### Activity
Give every entry again precisely as it appears.

### Information provided
* * * * *

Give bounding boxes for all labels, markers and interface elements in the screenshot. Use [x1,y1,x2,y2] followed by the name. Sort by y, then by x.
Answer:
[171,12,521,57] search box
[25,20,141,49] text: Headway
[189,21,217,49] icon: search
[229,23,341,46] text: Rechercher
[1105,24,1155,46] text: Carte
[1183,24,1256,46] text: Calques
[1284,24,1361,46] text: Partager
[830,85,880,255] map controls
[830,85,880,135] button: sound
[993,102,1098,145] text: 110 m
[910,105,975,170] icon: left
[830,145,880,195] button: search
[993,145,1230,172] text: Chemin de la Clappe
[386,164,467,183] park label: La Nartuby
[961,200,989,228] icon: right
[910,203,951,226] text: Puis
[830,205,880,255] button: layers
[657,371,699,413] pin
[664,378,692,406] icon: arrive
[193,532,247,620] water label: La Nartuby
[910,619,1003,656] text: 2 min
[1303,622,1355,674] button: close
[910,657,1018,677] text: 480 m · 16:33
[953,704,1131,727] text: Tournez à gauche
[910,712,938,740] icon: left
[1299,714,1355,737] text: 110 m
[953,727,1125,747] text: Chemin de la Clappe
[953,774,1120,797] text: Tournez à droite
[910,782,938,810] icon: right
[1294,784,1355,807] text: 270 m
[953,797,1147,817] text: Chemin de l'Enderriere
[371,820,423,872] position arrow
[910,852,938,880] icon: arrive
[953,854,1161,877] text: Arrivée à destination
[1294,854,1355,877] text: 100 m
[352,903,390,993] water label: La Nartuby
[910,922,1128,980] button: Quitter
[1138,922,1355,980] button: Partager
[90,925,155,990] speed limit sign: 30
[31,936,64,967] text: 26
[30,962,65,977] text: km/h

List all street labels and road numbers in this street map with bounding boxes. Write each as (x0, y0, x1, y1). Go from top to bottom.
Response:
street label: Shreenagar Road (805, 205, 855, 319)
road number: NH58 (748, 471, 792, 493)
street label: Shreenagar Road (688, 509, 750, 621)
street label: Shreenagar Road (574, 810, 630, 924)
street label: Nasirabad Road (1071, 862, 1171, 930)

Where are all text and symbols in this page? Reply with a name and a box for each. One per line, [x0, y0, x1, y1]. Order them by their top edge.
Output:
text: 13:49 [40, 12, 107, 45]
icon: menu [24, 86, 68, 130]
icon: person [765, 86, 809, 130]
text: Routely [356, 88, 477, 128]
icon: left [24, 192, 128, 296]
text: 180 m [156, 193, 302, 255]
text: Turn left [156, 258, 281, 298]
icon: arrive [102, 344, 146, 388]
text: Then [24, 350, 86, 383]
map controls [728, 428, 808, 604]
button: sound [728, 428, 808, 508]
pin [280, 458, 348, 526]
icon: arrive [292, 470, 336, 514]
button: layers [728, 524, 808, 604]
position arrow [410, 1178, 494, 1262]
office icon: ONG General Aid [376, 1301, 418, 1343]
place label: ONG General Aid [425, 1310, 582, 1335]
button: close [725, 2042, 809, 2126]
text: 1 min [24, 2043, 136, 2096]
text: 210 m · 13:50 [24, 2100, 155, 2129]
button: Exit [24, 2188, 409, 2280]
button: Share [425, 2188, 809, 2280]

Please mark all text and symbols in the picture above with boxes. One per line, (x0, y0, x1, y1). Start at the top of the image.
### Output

* * * * *

### Task output
Give bounding boxes for all labels, markers and interface elements in the screenshot. Use [x1,y1,x2,y2] followed by the name. Sort by y, then by x.
Answer:
[171,12,521,57] search box
[25,20,141,49] text: Headway
[189,21,217,49] icon: search
[229,23,341,46] text: Rechercher
[1105,24,1155,46] text: Carte
[1183,24,1256,46] text: Calques
[1284,24,1361,46] text: Partager
[830,85,880,255] map controls
[830,85,880,135] button: sound
[993,102,1098,145] text: 110 m
[910,105,975,170] icon: left
[830,145,880,195] button: search
[993,145,1230,172] text: Chemin de la Clappe
[386,164,467,183] park label: La Nartuby
[961,200,989,228] icon: right
[910,203,951,226] text: Puis
[830,205,880,255] button: layers
[657,371,699,413] pin
[664,378,692,406] icon: arrive
[193,532,247,620] water label: La Nartuby
[910,619,1003,656] text: 2 min
[1303,622,1355,674] button: close
[910,657,1018,677] text: 480 m · 16:33
[953,704,1131,727] text: Tournez à gauche
[910,712,938,740] icon: left
[1299,714,1355,737] text: 110 m
[953,727,1125,747] text: Chemin de la Clappe
[953,774,1120,797] text: Tournez à droite
[910,782,938,810] icon: right
[1294,784,1355,807] text: 270 m
[953,797,1147,817] text: Chemin de l'Enderriere
[371,820,423,872] position arrow
[910,852,938,880] icon: arrive
[953,854,1161,877] text: Arrivée à destination
[1294,854,1355,877] text: 100 m
[352,903,390,993] water label: La Nartuby
[910,922,1128,980] button: Quitter
[1138,922,1355,980] button: Partager
[90,925,155,990] speed limit sign: 30
[31,936,64,967] text: 26
[30,962,65,977] text: km/h

List all street labels and road numbers in this street map with bounding boxes. Write each as (x0, y0, x1, y1). Go from top to bottom.
Response:
street label: Shreenagar Road (805, 205, 855, 319)
road number: NH58 (748, 471, 792, 493)
street label: Shreenagar Road (688, 509, 750, 621)
street label: Shreenagar Road (574, 810, 630, 924)
street label: Nasirabad Road (1071, 862, 1171, 930)

Where are all text and symbols in this page? Reply with a name and a box for each. One per line, [x0, y0, x1, y1]. Order them by their top edge.
Output:
text: 13:49 [40, 12, 107, 45]
icon: menu [24, 86, 68, 130]
icon: person [765, 86, 809, 130]
text: Routely [356, 88, 477, 128]
icon: left [24, 192, 128, 296]
text: 180 m [156, 193, 302, 255]
text: Turn left [156, 258, 281, 298]
icon: arrive [102, 344, 146, 388]
text: Then [24, 350, 86, 383]
map controls [728, 428, 808, 604]
button: sound [728, 428, 808, 508]
pin [280, 458, 348, 526]
icon: arrive [292, 470, 336, 514]
button: layers [728, 524, 808, 604]
position arrow [410, 1178, 494, 1262]
office icon: ONG General Aid [376, 1301, 418, 1343]
place label: ONG General Aid [425, 1310, 582, 1335]
button: close [725, 2042, 809, 2126]
text: 1 min [24, 2043, 136, 2096]
text: 210 m · 13:50 [24, 2100, 155, 2129]
button: Exit [24, 2188, 409, 2280]
button: Share [425, 2188, 809, 2280]

Please mark all text and symbols in the picture above with boxes. One per line, (x0, y0, x1, y1). Start at the top of the image.
### Output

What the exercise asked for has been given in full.